-- EXERCISE DESCRIPTION --
Lines where the string "Transcribe" appears are to be copied from the entries below.

-- SOURCE MATERIAL --
==========

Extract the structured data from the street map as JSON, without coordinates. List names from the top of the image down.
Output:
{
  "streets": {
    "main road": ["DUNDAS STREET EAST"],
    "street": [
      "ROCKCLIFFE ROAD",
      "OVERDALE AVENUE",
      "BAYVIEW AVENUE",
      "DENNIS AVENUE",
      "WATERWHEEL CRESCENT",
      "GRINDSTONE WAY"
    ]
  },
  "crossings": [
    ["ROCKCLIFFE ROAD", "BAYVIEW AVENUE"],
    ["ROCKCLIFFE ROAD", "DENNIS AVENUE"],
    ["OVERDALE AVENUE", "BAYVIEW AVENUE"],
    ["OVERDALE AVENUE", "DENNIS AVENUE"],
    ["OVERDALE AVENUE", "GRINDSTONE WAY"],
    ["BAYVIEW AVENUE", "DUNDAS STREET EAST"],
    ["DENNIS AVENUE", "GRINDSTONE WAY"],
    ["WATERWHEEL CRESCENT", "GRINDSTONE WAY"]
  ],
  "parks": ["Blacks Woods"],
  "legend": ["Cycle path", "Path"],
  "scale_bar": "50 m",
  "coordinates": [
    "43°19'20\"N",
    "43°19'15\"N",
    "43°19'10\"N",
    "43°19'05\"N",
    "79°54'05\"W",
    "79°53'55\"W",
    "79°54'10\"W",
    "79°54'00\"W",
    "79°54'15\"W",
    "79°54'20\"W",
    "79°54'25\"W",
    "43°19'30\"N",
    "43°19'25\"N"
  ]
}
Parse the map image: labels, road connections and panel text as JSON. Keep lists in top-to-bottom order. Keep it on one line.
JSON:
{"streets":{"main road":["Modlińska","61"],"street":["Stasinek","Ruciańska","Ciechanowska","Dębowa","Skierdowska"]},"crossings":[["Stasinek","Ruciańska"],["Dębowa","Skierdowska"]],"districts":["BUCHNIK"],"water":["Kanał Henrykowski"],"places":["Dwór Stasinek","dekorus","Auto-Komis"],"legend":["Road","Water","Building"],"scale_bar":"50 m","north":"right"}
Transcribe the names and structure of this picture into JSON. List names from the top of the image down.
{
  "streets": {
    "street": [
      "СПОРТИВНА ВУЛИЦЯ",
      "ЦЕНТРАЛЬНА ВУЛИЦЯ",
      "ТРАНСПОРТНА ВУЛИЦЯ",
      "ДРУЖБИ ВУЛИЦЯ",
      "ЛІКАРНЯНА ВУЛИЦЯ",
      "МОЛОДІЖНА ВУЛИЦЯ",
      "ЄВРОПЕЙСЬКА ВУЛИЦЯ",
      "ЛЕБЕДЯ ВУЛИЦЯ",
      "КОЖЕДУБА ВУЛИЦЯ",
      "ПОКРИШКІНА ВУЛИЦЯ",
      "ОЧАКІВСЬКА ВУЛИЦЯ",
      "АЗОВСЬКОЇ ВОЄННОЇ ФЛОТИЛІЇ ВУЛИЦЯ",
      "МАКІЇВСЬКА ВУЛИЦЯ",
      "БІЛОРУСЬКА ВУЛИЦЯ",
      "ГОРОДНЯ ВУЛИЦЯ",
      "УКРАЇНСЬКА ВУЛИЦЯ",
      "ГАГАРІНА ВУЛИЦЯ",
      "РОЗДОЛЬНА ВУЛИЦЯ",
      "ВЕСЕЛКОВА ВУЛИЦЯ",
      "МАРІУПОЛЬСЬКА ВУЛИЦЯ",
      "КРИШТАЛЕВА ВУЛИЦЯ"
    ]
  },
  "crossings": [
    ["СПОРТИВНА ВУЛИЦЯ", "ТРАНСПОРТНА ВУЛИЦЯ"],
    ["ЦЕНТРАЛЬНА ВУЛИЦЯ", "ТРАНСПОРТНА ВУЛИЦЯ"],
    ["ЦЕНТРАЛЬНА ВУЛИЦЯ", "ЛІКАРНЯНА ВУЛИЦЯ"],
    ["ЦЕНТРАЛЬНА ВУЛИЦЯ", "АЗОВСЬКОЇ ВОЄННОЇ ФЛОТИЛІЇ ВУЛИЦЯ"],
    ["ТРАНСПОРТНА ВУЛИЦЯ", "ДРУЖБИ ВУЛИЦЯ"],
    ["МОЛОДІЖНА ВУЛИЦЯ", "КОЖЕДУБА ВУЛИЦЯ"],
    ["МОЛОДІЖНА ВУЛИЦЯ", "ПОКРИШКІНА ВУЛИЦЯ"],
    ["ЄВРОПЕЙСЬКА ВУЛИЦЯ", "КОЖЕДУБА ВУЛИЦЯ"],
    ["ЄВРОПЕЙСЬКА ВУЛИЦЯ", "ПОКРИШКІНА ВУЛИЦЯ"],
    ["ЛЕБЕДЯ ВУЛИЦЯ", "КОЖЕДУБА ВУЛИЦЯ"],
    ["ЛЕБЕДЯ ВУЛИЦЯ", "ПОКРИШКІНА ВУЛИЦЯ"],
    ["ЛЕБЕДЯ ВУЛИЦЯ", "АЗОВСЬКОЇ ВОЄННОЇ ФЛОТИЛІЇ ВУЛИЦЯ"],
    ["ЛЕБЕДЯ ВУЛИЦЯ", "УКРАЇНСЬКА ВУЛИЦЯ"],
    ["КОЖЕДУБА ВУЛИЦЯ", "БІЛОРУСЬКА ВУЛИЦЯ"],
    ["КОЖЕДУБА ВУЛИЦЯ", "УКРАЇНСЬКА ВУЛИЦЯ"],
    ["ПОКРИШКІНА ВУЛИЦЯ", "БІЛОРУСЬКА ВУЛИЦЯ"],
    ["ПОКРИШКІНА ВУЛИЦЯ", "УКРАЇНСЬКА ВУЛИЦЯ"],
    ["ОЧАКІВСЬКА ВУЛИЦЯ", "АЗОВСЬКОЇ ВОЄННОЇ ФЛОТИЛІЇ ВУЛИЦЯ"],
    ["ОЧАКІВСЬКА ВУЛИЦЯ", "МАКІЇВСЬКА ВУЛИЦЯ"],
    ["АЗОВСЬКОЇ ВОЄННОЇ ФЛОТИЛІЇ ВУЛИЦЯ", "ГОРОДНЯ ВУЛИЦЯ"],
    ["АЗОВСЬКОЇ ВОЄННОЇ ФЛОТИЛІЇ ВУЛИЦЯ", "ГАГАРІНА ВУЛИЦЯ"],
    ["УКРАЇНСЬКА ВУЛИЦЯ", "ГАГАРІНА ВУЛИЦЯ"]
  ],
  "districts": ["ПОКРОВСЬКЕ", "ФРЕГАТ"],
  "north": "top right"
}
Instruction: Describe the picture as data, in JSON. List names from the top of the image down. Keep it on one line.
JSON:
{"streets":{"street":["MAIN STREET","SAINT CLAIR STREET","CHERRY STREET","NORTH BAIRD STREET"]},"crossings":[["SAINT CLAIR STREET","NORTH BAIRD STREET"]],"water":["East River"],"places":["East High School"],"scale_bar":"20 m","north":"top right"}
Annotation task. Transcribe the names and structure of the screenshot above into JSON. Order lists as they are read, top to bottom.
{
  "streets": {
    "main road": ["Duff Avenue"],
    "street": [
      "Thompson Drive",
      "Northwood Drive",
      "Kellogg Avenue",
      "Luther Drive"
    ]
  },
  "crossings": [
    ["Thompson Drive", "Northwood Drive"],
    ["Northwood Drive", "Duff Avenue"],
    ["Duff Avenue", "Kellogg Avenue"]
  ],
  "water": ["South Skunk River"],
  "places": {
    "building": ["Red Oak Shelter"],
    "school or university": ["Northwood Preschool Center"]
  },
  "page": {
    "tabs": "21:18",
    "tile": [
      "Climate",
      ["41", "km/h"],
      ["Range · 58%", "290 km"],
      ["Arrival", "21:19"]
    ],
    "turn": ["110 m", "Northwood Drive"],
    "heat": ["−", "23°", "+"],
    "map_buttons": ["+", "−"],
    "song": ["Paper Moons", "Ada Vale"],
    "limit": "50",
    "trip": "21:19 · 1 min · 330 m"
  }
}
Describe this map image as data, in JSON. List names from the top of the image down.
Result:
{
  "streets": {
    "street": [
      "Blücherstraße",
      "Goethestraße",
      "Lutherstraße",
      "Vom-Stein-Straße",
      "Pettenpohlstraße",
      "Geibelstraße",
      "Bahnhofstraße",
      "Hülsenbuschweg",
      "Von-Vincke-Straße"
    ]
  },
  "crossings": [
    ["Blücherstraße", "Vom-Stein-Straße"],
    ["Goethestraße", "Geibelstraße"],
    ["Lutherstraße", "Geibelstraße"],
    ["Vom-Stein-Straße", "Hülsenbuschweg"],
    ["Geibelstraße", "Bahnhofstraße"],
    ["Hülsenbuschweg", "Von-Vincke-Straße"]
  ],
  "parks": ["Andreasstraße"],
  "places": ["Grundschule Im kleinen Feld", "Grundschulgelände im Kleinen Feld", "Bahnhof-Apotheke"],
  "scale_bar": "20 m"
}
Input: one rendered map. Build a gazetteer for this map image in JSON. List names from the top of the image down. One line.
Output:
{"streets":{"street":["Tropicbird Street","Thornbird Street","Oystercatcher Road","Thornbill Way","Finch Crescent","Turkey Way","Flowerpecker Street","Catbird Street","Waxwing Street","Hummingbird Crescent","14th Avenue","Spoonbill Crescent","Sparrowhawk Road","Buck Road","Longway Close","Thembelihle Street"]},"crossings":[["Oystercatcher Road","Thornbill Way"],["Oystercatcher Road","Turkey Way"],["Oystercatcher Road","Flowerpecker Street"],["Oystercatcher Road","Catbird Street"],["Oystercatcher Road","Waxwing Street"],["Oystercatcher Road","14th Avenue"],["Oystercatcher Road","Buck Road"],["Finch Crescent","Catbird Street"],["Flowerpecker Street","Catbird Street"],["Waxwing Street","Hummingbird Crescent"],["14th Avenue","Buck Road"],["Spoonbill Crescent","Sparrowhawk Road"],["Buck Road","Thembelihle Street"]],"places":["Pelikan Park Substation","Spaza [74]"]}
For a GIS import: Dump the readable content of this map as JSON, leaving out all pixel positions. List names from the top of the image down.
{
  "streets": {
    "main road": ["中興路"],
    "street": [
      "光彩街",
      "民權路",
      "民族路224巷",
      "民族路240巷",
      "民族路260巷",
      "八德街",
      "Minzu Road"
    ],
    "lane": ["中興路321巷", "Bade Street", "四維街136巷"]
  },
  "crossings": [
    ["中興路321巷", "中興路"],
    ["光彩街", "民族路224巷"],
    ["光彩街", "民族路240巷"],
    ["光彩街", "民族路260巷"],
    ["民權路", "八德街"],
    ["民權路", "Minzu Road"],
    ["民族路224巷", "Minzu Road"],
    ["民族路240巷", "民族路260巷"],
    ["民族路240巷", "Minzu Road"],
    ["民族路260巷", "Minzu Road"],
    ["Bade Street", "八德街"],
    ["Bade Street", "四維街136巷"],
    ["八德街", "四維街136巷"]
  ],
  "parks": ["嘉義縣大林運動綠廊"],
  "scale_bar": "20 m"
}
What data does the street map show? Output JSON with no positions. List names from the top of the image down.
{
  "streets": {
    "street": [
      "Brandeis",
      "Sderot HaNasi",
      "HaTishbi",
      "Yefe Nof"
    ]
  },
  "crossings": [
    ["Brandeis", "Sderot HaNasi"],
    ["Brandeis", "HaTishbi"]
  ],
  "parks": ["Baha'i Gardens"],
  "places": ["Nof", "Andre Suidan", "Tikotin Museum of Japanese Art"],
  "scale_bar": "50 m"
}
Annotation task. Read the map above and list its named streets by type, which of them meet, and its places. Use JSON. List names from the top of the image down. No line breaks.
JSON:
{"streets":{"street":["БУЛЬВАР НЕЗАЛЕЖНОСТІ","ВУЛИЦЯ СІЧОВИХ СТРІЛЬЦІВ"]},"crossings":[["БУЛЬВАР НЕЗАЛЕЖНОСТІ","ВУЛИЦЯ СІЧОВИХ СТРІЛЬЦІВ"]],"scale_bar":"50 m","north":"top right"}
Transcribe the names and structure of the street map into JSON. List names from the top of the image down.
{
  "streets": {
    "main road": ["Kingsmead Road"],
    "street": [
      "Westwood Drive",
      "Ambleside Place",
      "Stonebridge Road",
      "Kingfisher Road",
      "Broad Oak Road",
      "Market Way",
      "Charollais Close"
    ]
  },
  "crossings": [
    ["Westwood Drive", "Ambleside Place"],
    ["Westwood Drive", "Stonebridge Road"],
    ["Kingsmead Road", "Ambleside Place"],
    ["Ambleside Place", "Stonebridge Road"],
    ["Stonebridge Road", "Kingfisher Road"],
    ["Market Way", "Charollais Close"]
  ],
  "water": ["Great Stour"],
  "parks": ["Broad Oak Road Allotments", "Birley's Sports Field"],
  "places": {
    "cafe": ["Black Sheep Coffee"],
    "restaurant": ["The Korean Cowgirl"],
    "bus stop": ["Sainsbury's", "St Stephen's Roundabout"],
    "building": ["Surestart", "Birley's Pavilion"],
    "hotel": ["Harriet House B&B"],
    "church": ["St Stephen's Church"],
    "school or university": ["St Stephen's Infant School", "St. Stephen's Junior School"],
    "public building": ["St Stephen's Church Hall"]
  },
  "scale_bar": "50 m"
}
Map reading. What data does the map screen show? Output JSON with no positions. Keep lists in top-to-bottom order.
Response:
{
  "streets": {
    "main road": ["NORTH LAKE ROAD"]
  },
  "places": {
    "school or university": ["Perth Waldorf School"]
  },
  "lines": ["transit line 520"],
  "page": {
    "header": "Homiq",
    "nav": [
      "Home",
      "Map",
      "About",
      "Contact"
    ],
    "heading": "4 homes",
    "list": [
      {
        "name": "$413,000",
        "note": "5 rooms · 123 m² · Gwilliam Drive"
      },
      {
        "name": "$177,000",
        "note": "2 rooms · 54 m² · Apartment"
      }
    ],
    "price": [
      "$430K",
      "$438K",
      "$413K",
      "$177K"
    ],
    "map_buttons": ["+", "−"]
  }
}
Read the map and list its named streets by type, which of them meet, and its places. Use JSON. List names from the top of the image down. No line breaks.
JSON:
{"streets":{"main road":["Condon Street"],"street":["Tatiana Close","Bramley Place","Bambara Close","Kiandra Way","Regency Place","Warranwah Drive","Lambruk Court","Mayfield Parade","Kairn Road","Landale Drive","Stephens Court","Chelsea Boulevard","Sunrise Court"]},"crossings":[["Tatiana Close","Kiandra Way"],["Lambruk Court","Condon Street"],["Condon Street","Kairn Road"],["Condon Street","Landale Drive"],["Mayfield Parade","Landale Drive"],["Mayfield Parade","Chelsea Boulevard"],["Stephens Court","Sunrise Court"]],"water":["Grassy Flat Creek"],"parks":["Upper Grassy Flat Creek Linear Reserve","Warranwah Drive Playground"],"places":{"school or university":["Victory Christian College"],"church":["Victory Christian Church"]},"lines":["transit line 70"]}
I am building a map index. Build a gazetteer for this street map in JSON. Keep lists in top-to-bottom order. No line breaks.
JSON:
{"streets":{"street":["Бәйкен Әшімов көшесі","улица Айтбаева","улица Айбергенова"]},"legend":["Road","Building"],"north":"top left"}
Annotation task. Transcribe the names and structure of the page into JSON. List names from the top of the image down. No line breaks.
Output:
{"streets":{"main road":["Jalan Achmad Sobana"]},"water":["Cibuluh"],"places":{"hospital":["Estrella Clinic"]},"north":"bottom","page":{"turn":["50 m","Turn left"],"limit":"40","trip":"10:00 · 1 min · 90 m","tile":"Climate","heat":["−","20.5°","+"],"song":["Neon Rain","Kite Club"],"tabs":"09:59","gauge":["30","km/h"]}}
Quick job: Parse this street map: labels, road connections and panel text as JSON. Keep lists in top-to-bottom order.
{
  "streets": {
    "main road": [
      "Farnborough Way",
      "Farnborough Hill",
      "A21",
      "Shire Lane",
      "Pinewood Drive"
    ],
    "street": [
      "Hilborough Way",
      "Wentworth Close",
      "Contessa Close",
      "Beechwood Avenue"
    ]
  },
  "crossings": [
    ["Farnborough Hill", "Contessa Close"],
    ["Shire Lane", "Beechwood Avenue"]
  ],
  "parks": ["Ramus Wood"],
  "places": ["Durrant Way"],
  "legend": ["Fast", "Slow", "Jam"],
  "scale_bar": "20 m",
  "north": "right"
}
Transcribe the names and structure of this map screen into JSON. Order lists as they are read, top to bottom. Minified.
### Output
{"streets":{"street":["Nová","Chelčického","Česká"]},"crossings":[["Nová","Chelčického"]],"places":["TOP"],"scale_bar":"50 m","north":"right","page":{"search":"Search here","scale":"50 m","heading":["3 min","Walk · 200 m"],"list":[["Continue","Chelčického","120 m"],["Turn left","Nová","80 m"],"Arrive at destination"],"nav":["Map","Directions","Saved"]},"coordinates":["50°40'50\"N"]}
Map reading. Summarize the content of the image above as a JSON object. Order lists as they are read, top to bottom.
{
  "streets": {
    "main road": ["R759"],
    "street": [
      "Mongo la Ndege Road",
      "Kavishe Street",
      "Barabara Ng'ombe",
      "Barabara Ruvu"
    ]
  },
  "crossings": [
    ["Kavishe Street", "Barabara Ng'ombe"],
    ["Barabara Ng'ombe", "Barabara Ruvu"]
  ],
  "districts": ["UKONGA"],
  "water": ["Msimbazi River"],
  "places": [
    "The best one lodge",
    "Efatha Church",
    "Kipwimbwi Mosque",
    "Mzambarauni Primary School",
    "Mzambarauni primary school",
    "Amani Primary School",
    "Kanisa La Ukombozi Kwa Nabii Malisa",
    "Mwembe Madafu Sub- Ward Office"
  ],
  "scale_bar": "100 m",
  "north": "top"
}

==========

-- RESPONSE FOR THIS EXERCISE --
Transcribe the names and structure of this picture into JSON. List names from the top of the image down.
Annotation task. Transcribe the names and structure of the screenshot above into JSON. Order lists as they are read, top to bottom.
Transcribe the names and structure of the street map into JSON. List names from the top of the image down.
Annotation task. Transcribe the names and structure of the page into JSON. List names from the top of the image down. No line breaks.
Transcribe the names and structure of this map screen into JSON. Order lists as they are read, top to bottom. Minified.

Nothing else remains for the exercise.